A friend helps her to take a shower. In one of many brilliantl­y evocative recollecti­ons, she writes: “The reek of fear stings my nostrils. The hot water pelts my body, but I shiver. I caress my belly and plead: ‘Please, oh, please, let me be pregnant.’” Life is doubly cruel. She is not. Jim and Susan were preparing to lead a second Alzheimer Society of B.C. team ascent of Kilimanjar­o when Jim died on April 29, 1999. Jim was the seasoned leader; Susan, at 33, was still coming into her own as the go-to person on a mountain, but her world was shattered and she could feel no solid ground beneath her well-travelled feet.

How to find her way back? Some nine years in the crafting, Finding Jim — as its title suggests — chronicles Oakey-Baker’s search for a lingering commune with the man she adored, but more importantl­y how she rebuilt belief in her future. Oakey-Baker is now married to another remarkable individual, Joe Baker, and mom to seven-year-old Sam, she hopes her story is as cathartic for others suffering loss as it has been for herself.

“People are defined not so much by the job they do as by how they dust themselves off and pick themselves up after a big fall,” she tells family and friends at her second wedding celebratio­n. “I feel I took a big fall. And, as I’ve been picking myself up, loving hands — and one big paw (Joe Baker) — have reached out to me all along the way.”

Though most of Oakey-Baker’s world was jettisoned with that Alaskan avalanche, a thoughtful letter, 20 days after Jim’s death, from then-Alzheimer Society of B.C. chair Ian Ross, quickly persuades her to recommit to the 1999 team ascent of Kilimanjar­o. Her commitment has continued through 15 annual fundraisin­g and awarenessr­aising ascents that has channelled more than $1.5 million to the dementia cause.

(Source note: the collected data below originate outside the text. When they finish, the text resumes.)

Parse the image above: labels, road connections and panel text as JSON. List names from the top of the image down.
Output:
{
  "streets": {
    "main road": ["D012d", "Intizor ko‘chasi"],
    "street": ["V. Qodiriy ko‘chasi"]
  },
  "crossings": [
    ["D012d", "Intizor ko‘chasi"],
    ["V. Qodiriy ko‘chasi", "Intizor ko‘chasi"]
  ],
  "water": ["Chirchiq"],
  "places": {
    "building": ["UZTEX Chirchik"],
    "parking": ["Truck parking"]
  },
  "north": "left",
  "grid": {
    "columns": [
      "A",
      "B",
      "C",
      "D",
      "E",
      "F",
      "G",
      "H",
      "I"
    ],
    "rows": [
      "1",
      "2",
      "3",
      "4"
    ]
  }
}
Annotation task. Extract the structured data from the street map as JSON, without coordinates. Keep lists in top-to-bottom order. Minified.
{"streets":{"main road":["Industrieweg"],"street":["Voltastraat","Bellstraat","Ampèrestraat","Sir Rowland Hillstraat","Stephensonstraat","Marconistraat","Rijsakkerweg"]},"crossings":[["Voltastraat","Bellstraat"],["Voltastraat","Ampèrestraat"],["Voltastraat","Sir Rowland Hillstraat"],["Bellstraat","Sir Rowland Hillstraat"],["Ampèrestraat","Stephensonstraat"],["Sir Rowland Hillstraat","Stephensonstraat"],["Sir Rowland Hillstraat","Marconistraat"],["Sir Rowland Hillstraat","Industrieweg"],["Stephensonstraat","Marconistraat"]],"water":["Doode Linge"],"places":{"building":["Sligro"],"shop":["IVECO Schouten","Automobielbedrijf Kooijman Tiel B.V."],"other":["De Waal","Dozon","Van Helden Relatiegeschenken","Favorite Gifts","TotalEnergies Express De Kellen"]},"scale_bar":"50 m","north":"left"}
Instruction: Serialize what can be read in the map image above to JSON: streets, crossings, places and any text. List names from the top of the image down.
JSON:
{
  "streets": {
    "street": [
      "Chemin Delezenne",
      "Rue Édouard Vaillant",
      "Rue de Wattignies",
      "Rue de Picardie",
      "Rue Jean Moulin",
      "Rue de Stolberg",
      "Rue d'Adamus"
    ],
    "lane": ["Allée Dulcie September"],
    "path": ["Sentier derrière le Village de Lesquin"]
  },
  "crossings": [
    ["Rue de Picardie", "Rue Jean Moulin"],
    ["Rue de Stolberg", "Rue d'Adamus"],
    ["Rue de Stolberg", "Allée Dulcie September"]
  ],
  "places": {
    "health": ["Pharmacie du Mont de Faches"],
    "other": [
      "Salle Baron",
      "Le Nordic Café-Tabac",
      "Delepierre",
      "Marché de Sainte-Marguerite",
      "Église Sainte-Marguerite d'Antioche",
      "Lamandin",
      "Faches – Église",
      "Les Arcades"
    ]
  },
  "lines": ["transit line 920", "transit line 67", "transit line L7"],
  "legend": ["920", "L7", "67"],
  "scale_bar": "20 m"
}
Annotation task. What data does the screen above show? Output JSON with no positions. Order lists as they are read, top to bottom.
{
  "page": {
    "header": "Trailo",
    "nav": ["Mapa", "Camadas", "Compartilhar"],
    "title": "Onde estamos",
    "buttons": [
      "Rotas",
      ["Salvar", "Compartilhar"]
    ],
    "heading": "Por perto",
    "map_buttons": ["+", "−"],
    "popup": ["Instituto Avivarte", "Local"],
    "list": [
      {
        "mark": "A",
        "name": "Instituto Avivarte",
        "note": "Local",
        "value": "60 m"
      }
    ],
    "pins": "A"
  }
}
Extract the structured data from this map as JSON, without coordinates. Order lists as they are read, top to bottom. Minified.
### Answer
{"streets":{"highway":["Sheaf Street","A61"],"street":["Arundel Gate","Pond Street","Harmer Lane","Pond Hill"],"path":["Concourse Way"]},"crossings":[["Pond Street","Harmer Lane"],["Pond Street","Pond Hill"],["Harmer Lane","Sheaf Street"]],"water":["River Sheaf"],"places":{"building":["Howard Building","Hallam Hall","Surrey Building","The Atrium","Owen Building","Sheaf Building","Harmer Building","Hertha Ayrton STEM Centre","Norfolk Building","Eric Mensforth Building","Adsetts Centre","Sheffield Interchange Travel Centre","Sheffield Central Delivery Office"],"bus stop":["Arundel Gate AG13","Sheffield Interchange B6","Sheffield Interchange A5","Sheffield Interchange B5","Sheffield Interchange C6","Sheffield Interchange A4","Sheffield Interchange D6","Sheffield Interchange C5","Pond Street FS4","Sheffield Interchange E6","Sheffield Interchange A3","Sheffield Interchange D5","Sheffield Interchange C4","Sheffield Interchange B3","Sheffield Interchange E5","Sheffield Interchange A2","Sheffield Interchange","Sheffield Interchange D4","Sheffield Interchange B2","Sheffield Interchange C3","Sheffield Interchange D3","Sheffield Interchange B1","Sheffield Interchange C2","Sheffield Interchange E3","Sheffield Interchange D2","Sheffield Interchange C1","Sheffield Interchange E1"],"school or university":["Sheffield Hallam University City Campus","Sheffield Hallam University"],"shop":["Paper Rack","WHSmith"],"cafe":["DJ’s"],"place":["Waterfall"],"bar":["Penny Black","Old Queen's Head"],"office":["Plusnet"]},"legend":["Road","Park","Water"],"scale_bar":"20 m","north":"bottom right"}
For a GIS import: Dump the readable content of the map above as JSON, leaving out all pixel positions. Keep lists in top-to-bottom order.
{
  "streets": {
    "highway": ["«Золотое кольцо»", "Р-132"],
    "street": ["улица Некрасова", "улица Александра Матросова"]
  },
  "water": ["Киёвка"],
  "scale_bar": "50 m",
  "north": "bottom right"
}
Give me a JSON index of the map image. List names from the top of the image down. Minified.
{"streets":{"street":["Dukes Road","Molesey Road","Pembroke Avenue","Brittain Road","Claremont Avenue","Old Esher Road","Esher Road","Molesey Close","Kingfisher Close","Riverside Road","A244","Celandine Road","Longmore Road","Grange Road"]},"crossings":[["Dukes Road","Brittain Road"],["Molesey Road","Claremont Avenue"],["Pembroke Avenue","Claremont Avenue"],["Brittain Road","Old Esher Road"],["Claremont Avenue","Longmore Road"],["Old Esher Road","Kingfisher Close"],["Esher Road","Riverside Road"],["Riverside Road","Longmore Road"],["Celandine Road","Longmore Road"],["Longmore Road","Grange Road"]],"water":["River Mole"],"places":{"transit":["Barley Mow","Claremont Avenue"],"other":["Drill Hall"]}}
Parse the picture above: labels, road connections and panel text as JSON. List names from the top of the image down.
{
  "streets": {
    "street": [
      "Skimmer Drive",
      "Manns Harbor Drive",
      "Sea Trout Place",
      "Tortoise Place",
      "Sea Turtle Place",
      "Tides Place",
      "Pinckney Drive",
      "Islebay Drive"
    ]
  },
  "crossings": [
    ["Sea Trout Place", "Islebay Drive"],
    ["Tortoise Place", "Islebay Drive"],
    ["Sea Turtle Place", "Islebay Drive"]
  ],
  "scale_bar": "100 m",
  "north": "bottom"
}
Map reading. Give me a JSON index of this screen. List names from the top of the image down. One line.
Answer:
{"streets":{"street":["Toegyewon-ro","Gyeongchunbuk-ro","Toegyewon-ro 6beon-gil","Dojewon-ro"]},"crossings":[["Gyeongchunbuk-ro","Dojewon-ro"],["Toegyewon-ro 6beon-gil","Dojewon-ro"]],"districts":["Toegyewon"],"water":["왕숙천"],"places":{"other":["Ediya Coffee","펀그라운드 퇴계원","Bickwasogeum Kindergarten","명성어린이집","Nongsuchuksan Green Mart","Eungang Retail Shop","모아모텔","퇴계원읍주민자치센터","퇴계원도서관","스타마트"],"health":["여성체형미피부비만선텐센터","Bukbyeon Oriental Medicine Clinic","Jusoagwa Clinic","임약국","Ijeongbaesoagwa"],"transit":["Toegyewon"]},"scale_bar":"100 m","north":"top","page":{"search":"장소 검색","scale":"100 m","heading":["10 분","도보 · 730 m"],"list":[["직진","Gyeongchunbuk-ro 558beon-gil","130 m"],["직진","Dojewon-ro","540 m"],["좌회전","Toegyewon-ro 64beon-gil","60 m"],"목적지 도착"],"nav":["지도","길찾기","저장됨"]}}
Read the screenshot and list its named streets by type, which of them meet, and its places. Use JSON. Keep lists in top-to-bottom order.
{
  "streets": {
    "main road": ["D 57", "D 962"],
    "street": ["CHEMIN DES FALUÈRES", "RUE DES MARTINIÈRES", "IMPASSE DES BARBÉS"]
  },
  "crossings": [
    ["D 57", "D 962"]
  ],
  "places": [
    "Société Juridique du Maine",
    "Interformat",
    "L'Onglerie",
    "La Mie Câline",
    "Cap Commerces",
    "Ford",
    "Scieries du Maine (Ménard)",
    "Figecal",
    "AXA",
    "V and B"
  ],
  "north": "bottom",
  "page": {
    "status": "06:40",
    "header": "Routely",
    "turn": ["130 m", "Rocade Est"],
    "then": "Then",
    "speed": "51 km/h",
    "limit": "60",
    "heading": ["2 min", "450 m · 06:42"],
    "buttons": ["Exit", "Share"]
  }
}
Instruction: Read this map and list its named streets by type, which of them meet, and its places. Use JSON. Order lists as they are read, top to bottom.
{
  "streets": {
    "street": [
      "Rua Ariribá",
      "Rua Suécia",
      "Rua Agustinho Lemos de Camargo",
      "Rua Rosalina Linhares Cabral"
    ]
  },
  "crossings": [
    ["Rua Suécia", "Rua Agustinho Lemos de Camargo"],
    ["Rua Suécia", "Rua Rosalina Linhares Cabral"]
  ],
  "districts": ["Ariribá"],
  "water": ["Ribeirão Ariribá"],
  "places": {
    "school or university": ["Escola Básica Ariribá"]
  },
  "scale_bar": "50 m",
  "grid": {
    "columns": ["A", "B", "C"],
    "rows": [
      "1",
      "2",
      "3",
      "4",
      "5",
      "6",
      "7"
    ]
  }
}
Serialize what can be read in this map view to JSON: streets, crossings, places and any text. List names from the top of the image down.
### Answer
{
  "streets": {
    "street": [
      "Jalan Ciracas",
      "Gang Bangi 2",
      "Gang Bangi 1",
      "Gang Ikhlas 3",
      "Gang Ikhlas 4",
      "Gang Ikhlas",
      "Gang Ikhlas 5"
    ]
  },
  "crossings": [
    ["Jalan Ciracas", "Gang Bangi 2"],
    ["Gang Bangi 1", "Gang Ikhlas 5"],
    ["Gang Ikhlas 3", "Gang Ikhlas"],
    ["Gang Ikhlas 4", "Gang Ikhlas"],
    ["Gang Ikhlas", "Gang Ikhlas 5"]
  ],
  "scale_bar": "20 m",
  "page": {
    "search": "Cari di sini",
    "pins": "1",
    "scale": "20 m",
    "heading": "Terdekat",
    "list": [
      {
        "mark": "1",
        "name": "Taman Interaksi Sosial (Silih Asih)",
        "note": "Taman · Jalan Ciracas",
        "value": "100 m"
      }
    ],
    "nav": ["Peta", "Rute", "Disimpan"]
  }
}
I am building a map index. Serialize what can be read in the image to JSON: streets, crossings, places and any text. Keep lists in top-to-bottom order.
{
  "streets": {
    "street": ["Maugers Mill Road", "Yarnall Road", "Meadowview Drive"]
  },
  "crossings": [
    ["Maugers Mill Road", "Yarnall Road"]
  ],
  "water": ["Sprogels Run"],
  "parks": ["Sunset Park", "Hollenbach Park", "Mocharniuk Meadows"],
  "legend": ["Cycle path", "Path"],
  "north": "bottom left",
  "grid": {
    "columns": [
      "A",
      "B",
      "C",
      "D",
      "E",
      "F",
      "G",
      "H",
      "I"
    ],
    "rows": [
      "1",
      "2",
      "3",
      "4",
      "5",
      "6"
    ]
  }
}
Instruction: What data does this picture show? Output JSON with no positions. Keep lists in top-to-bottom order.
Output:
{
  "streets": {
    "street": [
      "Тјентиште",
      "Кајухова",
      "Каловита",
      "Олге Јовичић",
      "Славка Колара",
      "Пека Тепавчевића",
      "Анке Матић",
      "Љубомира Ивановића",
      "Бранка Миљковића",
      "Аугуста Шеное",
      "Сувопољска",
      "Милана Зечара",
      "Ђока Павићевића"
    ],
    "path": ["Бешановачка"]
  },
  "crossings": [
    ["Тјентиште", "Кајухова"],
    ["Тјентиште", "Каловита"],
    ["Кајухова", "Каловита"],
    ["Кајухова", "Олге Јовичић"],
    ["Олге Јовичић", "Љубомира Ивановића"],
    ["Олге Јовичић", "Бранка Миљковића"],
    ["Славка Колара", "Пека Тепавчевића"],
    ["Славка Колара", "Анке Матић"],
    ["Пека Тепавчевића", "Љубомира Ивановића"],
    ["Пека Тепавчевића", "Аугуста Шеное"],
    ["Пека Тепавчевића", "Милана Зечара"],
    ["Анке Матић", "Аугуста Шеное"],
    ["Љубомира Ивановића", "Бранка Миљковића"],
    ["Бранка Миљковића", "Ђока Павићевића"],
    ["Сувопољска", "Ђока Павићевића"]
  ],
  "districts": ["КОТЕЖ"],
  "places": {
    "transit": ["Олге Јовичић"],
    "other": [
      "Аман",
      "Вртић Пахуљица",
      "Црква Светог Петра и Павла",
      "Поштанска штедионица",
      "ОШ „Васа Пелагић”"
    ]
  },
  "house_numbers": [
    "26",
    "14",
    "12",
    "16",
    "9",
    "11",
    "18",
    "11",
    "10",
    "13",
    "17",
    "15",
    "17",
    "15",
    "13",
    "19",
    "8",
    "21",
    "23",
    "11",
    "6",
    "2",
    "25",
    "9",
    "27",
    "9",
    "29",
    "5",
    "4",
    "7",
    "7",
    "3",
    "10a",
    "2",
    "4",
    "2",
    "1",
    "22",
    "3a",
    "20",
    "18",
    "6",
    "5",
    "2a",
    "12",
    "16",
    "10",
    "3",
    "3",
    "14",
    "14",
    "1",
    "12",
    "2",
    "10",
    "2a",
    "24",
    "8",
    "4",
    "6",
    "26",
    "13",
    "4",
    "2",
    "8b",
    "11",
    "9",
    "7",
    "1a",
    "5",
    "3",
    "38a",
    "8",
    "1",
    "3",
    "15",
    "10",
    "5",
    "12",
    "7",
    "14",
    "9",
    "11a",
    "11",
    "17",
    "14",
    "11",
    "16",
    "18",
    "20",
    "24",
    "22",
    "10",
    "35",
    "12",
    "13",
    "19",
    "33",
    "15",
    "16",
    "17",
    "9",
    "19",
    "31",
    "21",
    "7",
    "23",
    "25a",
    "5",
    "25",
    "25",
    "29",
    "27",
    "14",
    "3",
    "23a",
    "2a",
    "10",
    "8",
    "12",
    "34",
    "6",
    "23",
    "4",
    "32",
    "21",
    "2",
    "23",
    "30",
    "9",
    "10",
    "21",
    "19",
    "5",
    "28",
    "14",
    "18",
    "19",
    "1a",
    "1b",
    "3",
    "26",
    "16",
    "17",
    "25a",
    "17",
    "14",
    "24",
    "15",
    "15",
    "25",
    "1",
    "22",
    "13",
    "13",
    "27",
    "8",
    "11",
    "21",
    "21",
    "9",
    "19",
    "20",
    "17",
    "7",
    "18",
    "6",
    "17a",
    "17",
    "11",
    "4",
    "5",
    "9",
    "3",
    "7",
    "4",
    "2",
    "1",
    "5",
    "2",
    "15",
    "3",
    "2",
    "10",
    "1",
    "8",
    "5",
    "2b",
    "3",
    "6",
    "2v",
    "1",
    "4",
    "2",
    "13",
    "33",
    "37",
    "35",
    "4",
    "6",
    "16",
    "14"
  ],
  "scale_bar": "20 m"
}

Her mantra on Africa’s tallest massif and the world’s biggest free-standing mountain quotes the local Kiswahili dictum: “Pole-pole,” (polay-polay) or “slowly, slowly.” It also honours Haberl’s guiding principles:

The summit is optional. Descent is not.

You do not conquer mountains. They let you climb them, or they don’t.

Take care of your climbing partners. Know when to turn back. Be precise, be prepared, hone your skills and minimize the risk.

In an age of tell-all celebritie­s and the very public unravellin­g of a Toronto mayor, it still takes great courage to bare one’s soul for the world to read. Oakey-Baker retraces, in tentative, often tearful but frequently uplifting steps, some of the world’s most beautiful places where Jim and she were supremely happy.